Capable de fonctionner de nuit comme de jour, sans égard aux conditions météorologiques, le satellite RADARSAT a été particulièrement utile au mois de décembre dernier suite au tsunami qui a frappé le sud-est asiatique. Depuis son orbite, ce satellite canadien a retransmis des images détaillées de la zone touchée, appuyé les opérations de secours, aidé à orienter l’aide humanitaire sur le terrain et été témoin des ravages causés aux mangroves et aux récifs coralliens qui servent de barrière contre l’abrasion marine.

Nous sommes fiers de ces réalisations et c’est avec enthousiasme que nous entreprenons d’élaborer une gamme d’autres programmes canadiens, comme ceux de technologies hyperspectrales, comme ceux de constellations de satellites radar de pointe et de surveillance de l’environnement à l’échelle planétaire. Né d’une vision avant-gardiste, le Programme spatial canadien est un véritable joyau pour le Canada. Il suffit de regarder les retombées qui en découlent et les succès qu’il connaît depuis plus de quarante ans pour le constater. L’avenir de ce programme est des plus prometteurs.

Nous amorçons un nouveau chapitre en ce qui concerne l’exploration et la recherche spatiale, chapitre que la communauté spatiale a justement appelé « Moon, Mars and Beyond » (vers la Lune, Mars et au-delà). En ne saisissant pas cette occasion unique qui lui est offerte en ce moment critique, le Canada risque d’être mis à l’écart. C’est pourquoi nous devons aller de l’avant afin de réaliser nos rêves et de poursuivre la quête que l’humanité a amorcée en tournant pour la première fois son regard vers le ciel.

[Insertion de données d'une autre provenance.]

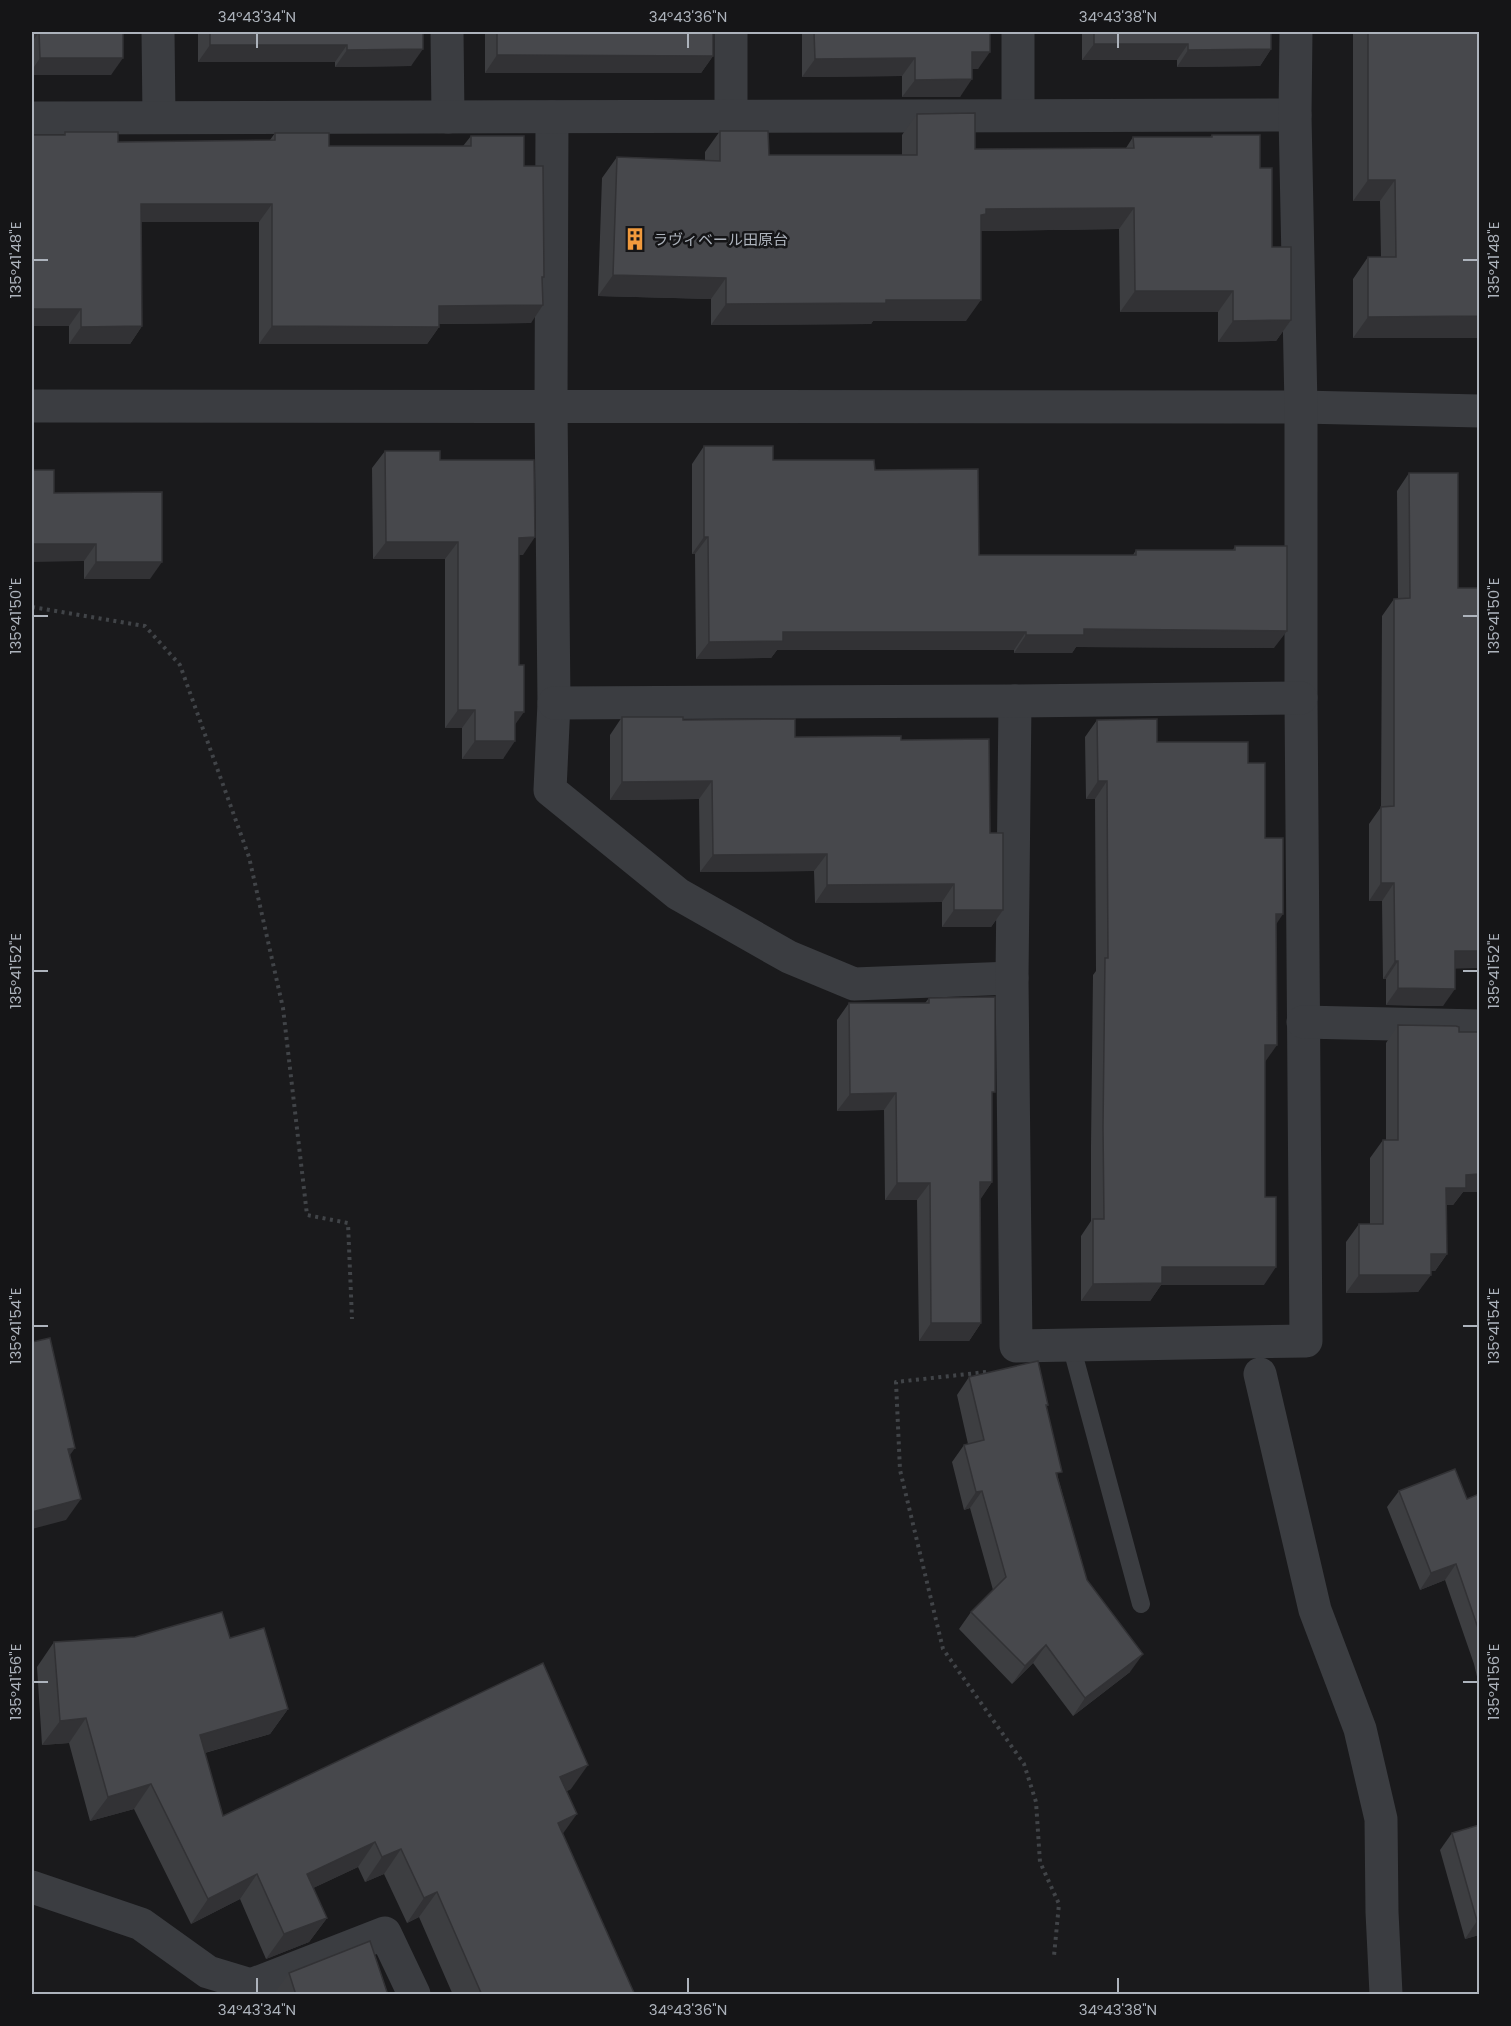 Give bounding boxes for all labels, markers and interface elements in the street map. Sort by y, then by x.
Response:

1John C. Falkingham, Richard Chagnon et Steve McCourt, Service canadien des glaces, Environnement Canada. Sea Ice in the Canadian Arctic in the 21st Century , 16th International Conference on Port and Ocean Engineering Under Arctic Conditions, POAC 01, du 12 au 17 août 2001, Ottawa (Ontario), Canada.

Marc Garneau est président de l’Agence spatiale canadienne.

Les idées et les points de vue exprimés dans cette chronique ne sont pas nécessairement ceux de la Fondation canadienne pour l'innovation, de son conseil d'administration ni de ses membres.